Они стояли в нескольких метрах от большой двери и смотрели друг на друга.

— Если собрать такую компанию, — продолжил Эббот, — можно будет добиться впечатляющего эффекта.

— Надеюсь, что так оно и будет.

— А мистер и миссис Боствик непременно должны присутствовать на этом совещании?

— Да. Вряд ли оно им понравится. Оно не понравится никому, а Бетти меньше всех. Позволь мне упомянуть еще об одном факте, который для тебя пока что не будет иметь никакого значения, однако его следует назвать хотя бы из-за горькой иронии. Марион Боствик не имеет ни малейшего понятия, кто совершил убийство.

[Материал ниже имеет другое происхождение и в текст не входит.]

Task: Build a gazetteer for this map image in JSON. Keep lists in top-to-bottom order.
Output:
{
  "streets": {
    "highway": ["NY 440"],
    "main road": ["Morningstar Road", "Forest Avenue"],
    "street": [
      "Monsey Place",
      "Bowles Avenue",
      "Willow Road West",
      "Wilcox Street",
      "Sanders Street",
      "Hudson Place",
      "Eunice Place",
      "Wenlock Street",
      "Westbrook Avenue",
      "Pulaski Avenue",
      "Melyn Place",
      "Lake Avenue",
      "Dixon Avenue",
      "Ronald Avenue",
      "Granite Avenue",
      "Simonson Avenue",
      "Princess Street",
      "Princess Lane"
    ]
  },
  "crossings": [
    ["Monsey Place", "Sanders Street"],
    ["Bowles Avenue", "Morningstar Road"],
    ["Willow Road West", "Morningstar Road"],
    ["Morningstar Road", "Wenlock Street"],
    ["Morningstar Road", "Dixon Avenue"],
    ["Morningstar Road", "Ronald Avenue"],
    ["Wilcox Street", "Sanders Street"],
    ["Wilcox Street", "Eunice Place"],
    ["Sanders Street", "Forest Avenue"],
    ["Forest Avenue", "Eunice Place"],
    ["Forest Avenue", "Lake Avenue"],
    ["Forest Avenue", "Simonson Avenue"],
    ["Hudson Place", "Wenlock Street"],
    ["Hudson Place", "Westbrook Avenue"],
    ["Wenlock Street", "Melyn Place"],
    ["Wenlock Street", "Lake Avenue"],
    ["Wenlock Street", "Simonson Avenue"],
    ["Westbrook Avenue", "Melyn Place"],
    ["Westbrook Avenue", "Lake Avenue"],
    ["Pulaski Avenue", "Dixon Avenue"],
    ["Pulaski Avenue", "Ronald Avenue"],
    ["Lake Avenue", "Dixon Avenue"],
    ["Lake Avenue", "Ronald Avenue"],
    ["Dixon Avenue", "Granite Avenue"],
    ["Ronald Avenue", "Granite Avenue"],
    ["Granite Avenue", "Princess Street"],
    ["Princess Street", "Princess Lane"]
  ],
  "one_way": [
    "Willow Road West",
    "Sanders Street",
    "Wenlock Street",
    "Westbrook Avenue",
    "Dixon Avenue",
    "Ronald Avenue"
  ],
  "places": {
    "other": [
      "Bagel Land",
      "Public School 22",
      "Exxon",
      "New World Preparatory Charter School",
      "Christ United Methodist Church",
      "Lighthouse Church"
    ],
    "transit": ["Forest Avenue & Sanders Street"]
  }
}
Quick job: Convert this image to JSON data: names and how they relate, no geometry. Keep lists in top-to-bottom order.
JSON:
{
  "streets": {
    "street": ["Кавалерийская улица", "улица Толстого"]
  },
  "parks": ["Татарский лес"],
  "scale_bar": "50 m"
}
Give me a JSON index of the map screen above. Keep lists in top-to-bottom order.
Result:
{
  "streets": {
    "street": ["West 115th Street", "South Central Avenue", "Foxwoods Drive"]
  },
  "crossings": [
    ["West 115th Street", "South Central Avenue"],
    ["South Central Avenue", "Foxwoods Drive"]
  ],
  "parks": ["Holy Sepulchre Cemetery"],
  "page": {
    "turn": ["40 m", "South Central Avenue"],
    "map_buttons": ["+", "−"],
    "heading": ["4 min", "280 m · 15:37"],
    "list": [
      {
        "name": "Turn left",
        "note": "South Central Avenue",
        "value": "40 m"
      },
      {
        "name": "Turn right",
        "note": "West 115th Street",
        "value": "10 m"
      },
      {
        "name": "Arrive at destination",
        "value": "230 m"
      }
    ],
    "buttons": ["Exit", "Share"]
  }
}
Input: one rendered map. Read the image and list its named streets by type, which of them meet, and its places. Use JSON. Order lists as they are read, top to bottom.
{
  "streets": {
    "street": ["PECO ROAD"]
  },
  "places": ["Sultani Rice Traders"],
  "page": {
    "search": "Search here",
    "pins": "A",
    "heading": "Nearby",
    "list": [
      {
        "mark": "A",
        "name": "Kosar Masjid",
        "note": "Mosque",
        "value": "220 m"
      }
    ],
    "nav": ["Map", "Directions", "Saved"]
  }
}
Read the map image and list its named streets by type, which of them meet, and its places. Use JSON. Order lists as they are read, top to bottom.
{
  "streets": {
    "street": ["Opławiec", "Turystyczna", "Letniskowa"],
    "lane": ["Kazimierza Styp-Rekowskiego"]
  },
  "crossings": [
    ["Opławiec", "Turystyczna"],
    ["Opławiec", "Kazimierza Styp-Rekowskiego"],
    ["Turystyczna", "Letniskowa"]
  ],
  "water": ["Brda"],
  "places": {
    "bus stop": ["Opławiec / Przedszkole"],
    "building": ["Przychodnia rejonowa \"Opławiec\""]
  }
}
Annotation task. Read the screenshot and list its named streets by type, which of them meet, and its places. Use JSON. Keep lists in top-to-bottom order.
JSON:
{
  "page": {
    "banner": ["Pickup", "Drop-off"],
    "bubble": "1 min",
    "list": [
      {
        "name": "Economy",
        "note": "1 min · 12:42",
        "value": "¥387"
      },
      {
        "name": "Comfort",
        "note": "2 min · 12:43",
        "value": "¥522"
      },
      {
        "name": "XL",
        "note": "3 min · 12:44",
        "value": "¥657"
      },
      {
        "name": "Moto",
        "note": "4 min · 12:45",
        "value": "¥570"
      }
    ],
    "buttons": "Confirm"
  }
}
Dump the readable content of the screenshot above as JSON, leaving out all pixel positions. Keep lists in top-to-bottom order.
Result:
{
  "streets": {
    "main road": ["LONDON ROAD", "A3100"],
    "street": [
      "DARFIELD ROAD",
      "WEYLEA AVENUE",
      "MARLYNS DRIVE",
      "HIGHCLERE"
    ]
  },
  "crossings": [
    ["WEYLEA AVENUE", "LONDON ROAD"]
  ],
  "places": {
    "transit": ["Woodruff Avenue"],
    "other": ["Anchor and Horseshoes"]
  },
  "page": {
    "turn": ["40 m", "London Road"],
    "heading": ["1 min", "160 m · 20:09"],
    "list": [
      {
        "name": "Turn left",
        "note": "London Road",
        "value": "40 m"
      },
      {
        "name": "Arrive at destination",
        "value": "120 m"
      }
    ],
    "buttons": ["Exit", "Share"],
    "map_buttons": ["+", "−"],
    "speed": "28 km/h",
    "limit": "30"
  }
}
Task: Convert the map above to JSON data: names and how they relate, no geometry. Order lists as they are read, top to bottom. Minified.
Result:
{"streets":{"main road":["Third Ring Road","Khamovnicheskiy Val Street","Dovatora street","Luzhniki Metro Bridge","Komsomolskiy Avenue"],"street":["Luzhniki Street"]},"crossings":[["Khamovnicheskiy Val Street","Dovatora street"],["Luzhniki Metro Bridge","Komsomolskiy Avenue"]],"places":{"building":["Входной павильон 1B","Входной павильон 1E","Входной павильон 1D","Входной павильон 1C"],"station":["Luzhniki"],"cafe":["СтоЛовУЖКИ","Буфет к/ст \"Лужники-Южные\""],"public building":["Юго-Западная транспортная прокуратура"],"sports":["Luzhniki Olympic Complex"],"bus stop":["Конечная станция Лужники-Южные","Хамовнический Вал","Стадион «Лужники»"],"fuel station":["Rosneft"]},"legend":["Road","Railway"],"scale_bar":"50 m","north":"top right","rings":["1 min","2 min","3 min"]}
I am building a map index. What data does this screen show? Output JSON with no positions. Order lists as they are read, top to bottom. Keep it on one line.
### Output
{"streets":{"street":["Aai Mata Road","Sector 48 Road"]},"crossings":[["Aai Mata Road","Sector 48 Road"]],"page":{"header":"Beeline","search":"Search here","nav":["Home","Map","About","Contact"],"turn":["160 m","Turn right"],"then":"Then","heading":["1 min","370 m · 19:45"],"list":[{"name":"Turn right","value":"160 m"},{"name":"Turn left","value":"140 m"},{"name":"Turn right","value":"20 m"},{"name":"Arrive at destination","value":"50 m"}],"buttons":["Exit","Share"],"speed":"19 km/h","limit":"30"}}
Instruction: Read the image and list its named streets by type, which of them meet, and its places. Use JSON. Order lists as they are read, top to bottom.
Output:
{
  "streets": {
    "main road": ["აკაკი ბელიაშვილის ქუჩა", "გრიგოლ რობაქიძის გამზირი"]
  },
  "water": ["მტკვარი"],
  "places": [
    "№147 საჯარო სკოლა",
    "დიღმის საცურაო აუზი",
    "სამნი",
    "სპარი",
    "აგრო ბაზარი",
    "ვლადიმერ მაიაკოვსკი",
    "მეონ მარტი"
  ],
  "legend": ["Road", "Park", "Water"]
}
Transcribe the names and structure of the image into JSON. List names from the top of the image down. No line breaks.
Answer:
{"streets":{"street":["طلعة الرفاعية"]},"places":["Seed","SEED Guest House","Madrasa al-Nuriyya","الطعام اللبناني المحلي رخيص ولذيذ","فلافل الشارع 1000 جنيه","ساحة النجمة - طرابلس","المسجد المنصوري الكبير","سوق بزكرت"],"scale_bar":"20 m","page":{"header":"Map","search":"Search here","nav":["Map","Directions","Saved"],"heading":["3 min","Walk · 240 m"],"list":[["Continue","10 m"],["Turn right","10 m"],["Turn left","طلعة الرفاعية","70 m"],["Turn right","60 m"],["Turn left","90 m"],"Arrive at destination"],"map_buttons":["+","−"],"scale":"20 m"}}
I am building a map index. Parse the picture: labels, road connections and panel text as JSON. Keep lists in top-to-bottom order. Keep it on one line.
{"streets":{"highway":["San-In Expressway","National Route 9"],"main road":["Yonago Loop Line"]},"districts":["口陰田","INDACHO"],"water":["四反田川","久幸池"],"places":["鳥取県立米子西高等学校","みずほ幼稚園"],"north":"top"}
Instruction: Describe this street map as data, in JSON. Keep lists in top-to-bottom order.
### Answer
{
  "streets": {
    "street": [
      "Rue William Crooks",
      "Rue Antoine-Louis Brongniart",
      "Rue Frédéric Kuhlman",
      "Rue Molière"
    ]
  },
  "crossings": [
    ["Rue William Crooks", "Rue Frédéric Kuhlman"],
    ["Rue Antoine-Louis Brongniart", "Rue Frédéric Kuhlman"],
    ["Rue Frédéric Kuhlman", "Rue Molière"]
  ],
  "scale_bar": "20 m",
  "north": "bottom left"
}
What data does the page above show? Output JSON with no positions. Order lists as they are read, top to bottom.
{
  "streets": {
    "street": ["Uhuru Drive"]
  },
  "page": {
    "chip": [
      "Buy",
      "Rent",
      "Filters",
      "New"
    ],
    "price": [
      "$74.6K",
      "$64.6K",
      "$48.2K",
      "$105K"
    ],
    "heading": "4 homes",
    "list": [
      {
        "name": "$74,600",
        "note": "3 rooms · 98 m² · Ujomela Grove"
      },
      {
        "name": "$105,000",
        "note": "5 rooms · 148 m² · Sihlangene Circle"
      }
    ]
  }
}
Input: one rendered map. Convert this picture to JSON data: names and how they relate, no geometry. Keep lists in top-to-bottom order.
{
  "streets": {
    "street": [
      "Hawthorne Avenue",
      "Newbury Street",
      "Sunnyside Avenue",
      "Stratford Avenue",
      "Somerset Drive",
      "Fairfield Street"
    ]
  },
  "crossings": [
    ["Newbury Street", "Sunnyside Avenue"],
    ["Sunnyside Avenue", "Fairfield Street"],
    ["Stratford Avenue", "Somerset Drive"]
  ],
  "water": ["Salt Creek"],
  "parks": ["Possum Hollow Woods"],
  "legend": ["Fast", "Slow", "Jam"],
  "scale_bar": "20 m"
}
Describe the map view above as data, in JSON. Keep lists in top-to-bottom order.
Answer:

— А почему, черт возьми, она должна иметь какое-нибудь понятие об этом?

— Извини, — сказал Гарт. — Мне не следовало сейчас говорить это, а возможно, к этому вообще никогда не нужно возвращаться.

— Послушай, если тебе это не удастся…

— Если мне это не удастся, — сказал Гарт, — полиция потеряет всего лишь двадцать четыре часа. А если мне повезет, по крайней мере три человека сохранят то, что ценится больше всего на свете. Ну, так что ты скажешь?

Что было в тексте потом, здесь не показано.